By Petride Mudoola
Dimitiriya, 43, was sent to the Ibuga Government Prison Farm in Kasese district after an indictment of 15 years for illegal possession of firearms.
Rather than curse the day he was jailed, Dimitiriya is all praises for his prison sentence, thanks to the agricultural skills training and rehabilitation project at the prison farm.
“My prison term has been a blessing in disguise. Before I was imprisoned, I did not have any knowledge in farming, but while in jail, I have gained skills that will make me a job-creator after my release,” he says.
As the head of production among inmates, Dimitiriya is responsible for supervising inmates on the farm. The farm produces cabbages, onions, tomatoes, maize, mangoes, pineapples, oranges and watermelon.
Owing to their unique programmes, prison farms have often been rated among the best exhibitors at the annual farmers’ fair in Jinja.
Huge farms, huge benefits
Dimitiriya in a vegetable garden at Ibuga government prison farm in Kasese district
The Uganda Prisons is among the largest producers of maize in the country. It has 21 farms.
The farms are used to impart modern farming skills to prisoners, according to Dr. Johnson Byabashaija, the Prison’s boss.
“Prison farms contribute to transforming prisons from being punitive to correctional institutions. These equip prisoners with agricultural skills that will help them create jobs hence become responsible citizens upon discharge,” he says.
“The programmes create a paradigm shift of prison practices – from traditional custodial and punitive roles to correctional and rehabilitation roles that facilitate social re-integration of offenders,” Byabashaija explains.
He says one of the crops prisoners grow on a commercial scale is maize, which eases feeding of the prisoners.
Byabashaija adds that their farms act as demonstration farms to communities near the prisons.

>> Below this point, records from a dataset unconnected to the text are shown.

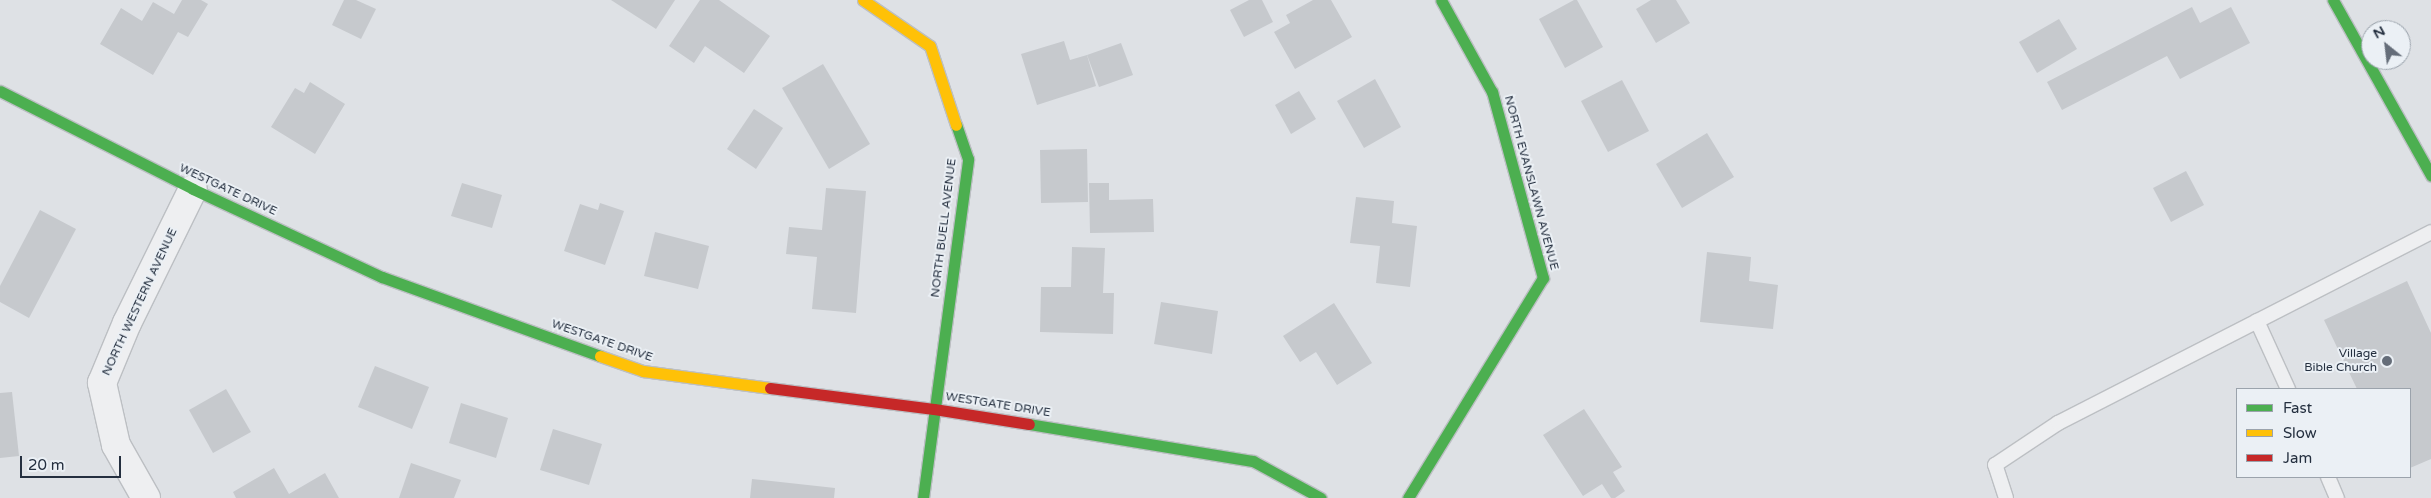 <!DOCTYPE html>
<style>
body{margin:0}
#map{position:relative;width:2431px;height:498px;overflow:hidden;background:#dee1e5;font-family:"Varela Round",sans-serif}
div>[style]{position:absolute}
.building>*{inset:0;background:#c6c9cd}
.roads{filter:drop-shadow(1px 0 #bcbfc3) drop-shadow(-1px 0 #bcbfc3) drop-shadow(0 1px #bcbfc3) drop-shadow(0 -1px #bcbfc3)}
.lane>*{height:14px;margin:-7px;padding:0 7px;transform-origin:7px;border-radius:7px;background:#eeeff1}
.street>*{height:28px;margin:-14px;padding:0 14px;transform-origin:14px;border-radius:14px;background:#eeeff1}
.fast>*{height:11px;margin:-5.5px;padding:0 5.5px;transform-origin:5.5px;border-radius:5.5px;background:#4caf50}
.slow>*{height:11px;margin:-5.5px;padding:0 5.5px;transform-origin:5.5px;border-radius:5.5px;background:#ffc107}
.jam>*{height:11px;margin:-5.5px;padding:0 5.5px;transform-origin:5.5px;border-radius:5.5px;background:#c62828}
.dots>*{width:14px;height:14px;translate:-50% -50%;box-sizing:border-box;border:2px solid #ebf0f5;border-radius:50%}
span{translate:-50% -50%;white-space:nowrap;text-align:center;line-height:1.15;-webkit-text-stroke:4px #ebf0f5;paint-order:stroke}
.street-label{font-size:12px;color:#242f3f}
.poi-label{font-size:12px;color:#242f3f}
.right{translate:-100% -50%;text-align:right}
.legend{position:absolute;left:2236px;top:388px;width:175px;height:90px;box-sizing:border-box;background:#ebf0f5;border:1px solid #9ba3ac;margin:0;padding:6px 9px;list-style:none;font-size:15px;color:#242f3f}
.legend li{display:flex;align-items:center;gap:10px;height:25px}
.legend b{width:25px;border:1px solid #9ba3ac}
.north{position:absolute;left:2361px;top:20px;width:50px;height:50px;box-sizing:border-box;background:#ebf0f5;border:1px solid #9ba3ac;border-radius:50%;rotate:331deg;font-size:14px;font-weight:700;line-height:20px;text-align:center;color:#242f3f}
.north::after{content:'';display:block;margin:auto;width:18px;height:22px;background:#656d79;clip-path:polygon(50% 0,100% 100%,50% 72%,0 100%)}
.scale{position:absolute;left:20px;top:456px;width:101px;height:22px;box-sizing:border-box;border:2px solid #242f3f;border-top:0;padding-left:6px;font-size:15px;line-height:18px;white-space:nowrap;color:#242f3f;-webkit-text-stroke:4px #ebf0f5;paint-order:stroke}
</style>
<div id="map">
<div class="building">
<i style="clip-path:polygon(182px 0,201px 0,208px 4px,188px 37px,178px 32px,153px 75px,100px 44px,121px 8px,142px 21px,153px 2px,174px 14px)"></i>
<i style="clip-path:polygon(344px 0,356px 0,376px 9px,361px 39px,332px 25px)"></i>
<i style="clip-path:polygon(611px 0,675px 0,656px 29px)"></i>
<i style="clip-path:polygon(700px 0,719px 0,770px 36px,744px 73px,705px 46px,694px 63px,669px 46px)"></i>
<i style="clip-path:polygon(1249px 0,1262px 0,1273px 22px,1244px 37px,1230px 10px)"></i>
<i style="clip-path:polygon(1313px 0,1331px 0,1352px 37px,1295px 69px,1274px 32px,1290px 23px,1286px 15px)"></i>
<i style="clip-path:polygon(1574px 0,1577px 0,1603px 47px,1565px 68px,1539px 19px)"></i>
<i style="clip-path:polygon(1651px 0,1676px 0,1690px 23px,1656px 43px,1636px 9px)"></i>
<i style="clip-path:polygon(2192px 7px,2200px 23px,2231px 7px,2250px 43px,2180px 79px,2167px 56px,2062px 110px,2047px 82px)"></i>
<i style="clip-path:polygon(2059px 19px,2077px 49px,2037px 73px,2019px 42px)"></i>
<i style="clip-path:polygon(1064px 41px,1070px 60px,1087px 55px,1096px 86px,1037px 105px,1021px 54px)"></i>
<i style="clip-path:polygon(1121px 43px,1133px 75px,1099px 87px,1087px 55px)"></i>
<i style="clip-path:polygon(823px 64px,870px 144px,829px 169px,782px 88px)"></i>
<i style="clip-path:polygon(1375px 79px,1401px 127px,1364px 148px,1337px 101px)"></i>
<i style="clip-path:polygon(1622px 80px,1649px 131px,1608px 152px,1581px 101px)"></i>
<i style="clip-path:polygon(310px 82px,345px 104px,315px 154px,271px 127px,295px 88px,304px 93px)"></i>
<i style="clip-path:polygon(1299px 91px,1316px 119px,1291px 134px,1275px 105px)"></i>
<i style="clip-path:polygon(754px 109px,783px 128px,756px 169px,727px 149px)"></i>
<i style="clip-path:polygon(1707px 133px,1734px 177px,1682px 208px,1656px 164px)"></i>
<i style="clip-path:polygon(1087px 149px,1088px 202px,1041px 203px,1040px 150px)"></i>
<i style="clip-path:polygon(2186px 171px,2204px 205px,2171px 222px,2153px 188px)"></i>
<i style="clip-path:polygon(462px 183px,502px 195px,492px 228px,451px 216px)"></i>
<i style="clip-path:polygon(1089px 183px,1109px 183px,1109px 200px,1153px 199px,1154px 232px,1090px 233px)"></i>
<i style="clip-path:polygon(826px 188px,866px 191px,856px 313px,812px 309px,817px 257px,786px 254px,789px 227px,822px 230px)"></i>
<i style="clip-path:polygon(1356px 197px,1394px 201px,1392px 223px,1417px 226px,1410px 287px,1376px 283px,1380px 246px,1350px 243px)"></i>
<i style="clip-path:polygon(600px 203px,624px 211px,605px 265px,564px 251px,580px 204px,598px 210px)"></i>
<i style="clip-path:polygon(40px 210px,76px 229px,29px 318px,0 302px,0 286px)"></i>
<i style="clip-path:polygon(655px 232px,709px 246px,698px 289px,644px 276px)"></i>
<i style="clip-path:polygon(1072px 247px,1105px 248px,1103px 293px,1114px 293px,1113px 334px,1040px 332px,1041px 287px,1071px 287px)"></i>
<i style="clip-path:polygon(1707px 252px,1751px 257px,1749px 281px,1778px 285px,1773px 329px,1700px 322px)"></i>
<i style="clip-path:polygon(2407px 281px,2431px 333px,2431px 459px,2410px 468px,2410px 389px,2357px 389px,2324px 320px)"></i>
<i style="clip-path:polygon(1161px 302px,1218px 311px,1212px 354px,1154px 344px)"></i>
<i style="clip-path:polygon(1334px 303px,1372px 363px,1337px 385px,1316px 352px,1300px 362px,1283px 336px)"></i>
<i style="clip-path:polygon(375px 366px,429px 387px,412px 429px,358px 407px)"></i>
<i style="clip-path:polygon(226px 389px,251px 432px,213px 453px,189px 410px)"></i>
<i style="clip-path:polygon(12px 392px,19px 456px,0 458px,0 393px)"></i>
<i style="clip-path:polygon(461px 403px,508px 418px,496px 458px,449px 443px)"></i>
<i style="clip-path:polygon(1584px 409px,1622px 467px,1613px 472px,1625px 491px,1615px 498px,1611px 498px,1602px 484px,1583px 496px,1543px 435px)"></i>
<i style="clip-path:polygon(553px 429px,602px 444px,589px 485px,540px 470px)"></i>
<i style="clip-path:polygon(411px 463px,461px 480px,454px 498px,399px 498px)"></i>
<i style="clip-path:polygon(274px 468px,289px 494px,325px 473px,339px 498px,236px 498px,233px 492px)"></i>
<i style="clip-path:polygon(752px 479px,835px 488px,834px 498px,750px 498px)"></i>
</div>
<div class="roads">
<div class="lane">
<i style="left:2257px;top:321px;width:75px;rotate:65.5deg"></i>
<i style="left:2328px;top:477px;width:23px;rotate:67deg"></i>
<i style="left:2006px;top:498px;width:35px;rotate:-108deg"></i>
<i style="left:1995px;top:465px;width:76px;rotate:-33.7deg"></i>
<i style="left:2058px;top:423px;width:419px;rotate:-27.1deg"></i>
</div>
<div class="street">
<i style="left:146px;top:498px;width:61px;rotate:-119.5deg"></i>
<i style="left:116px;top:445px;width:64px;rotate:-102.7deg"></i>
<i style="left:102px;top:383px;width:65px;rotate:-67.4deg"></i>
<i style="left:127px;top:323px;width:149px;rotate:-63.8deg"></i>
</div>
<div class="fast">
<i style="left:2333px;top:0;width:201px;rotate:60.8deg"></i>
<i style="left:0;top:91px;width:216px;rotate:26.9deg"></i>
<i style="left:193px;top:189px;width:208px;rotate:25deg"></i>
<i style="left:382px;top:277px;width:232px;rotate:19.9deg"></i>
<i style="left:1029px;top:424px;width:227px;rotate:9.4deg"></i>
<i style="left:1253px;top:461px;width:77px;rotate:28.6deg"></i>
<i style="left:923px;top:498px;width:342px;rotate:-82.4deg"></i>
<i style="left:968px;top:159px;width:36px;rotate:-109deg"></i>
<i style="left:1408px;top:498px;width:258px;rotate:-58.5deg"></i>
<i style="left:1543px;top:278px;width:193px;rotate:-105.3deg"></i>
<i style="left:1492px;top:92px;width:105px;rotate:-119deg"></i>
</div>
<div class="slow">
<i style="left:863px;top:0;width:81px;rotate:34.5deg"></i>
<i style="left:930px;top:46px;width:83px;rotate:71.8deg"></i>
<i style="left:600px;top:356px;width:46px;rotate:19.2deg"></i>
<i style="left:643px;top:371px;width:128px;rotate:7.6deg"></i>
</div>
<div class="jam">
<i style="left:770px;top:388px;width:165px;rotate:7.3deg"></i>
<i style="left:934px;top:409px;width:96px;rotate:9deg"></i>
</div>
</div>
<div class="dots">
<i style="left:2387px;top:361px;background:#656d79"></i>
</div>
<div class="street-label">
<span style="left:1531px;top:183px;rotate:75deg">NORTH EVANSLAWN AVENUE</span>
<span style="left:228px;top:190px;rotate:25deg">WESTGATE DRIVE</span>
<span style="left:944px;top:228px;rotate:-83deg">NORTH BUELL AVENUE</span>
<span style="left:140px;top:302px;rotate:-65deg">NORTH WESTERN AVENUE</span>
<span style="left:602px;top:341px;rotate:19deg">WESTGATE DRIVE</span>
<span style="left:998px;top:405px;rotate:9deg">WESTGATE DRIVE</span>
</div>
<div class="poi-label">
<span class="right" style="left:2377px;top:361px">Village<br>Bible Church</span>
</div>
<ul class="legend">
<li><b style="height:6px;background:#4caf50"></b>Fast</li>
<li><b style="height:6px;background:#ffc107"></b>Slow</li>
<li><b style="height:6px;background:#c62828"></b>Jam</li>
</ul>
<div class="north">N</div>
<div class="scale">20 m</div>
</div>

According to Amos Turyashaba, the officer in charge of Uganda Prisons Farm Ruimi in Fort Portal, the facility has 3,700 acres and was established to produce maize on a large scale to feed prisoners countrywide.
Turyashaba, however, says production is still below capacity. “Out of the 3,700 acres, only 550 are under maize cultivation, 450 are used for afforestation, fruit production and vegetable growing. About 2,700 acres are unutilised, yet feeding prisoners requires 9,000 tonnes of maize flour annually,” he explains.
Turyashaba explains that Ruimi produces 900 tonnes of maize per season, yet it is capable of producing 6,000 tonnes every year if it is well-facilitated. While Ibuga in Kasese has 800 acres, only 400 of these are utilised for maize production.
According to Jude Kaliisa, the officer in charge of Ibuga Prison Farm, the land under afforestation is 50 acres. Mainly pine, neem and acacia trees have been planted to act as wind breakers as well as provide firewood. He adds that 20 acres are used for horticulture and fruit growing.
“We grow matooke, cabbage, carrots, mangoes and pawpaws on this land. The project acts as demonstration farm to other farmers, as well as providing a balanced diet to inmates and staff,” Kaliisa says.
According to Frank Baine, the prison’s publicist , Uganda Prison Service requires over sh30b annually to feed prisoners countrywide, but receives only sh14b from the Government for this purpose.
According to officers in charge of prison farms, the units lack inadequate machinery and implements. To realise the full potential of these farms, there is need for heavy duty tractors, trucks to transport the produce and combine harvesters that can facilitate large-scale harvesting.
Changes in weather patterns over time have negatively impacted on production, leading to crop failure. To mitigate this, there is need for irrigation schemes since most prison farms are located near water bodies.
Prison farms also lack adequate storage facilities, which lead to heavy post-harvest losses. They still rely on cribs to store farm produce. However, there is need to construct grain silos as well as provide equipment like dryers to ensure safe post-harvest handling of the produce.
The farms are constrained by inadequate supply of agri-inputs like diesel, fertilisers, seeds, herbicides and machinery spares.
Like most government institutions, prison farms are faced with the challenge of land grabbing. Prison authorities cite the Ruimi prison case, whereby in spite of having a tittle, an injunction was issued restricting activities on the land.
“Out of the 224 prison units, only 40 have land under the Uganda Prison Service,” Baine says. Most of the land is either under the land commission or district land boards. Therefore, developing it is still a challenge and exposes it to encroachers.
Baine suggests that the land should be surveyed and titles issued to Uganda Prison Service.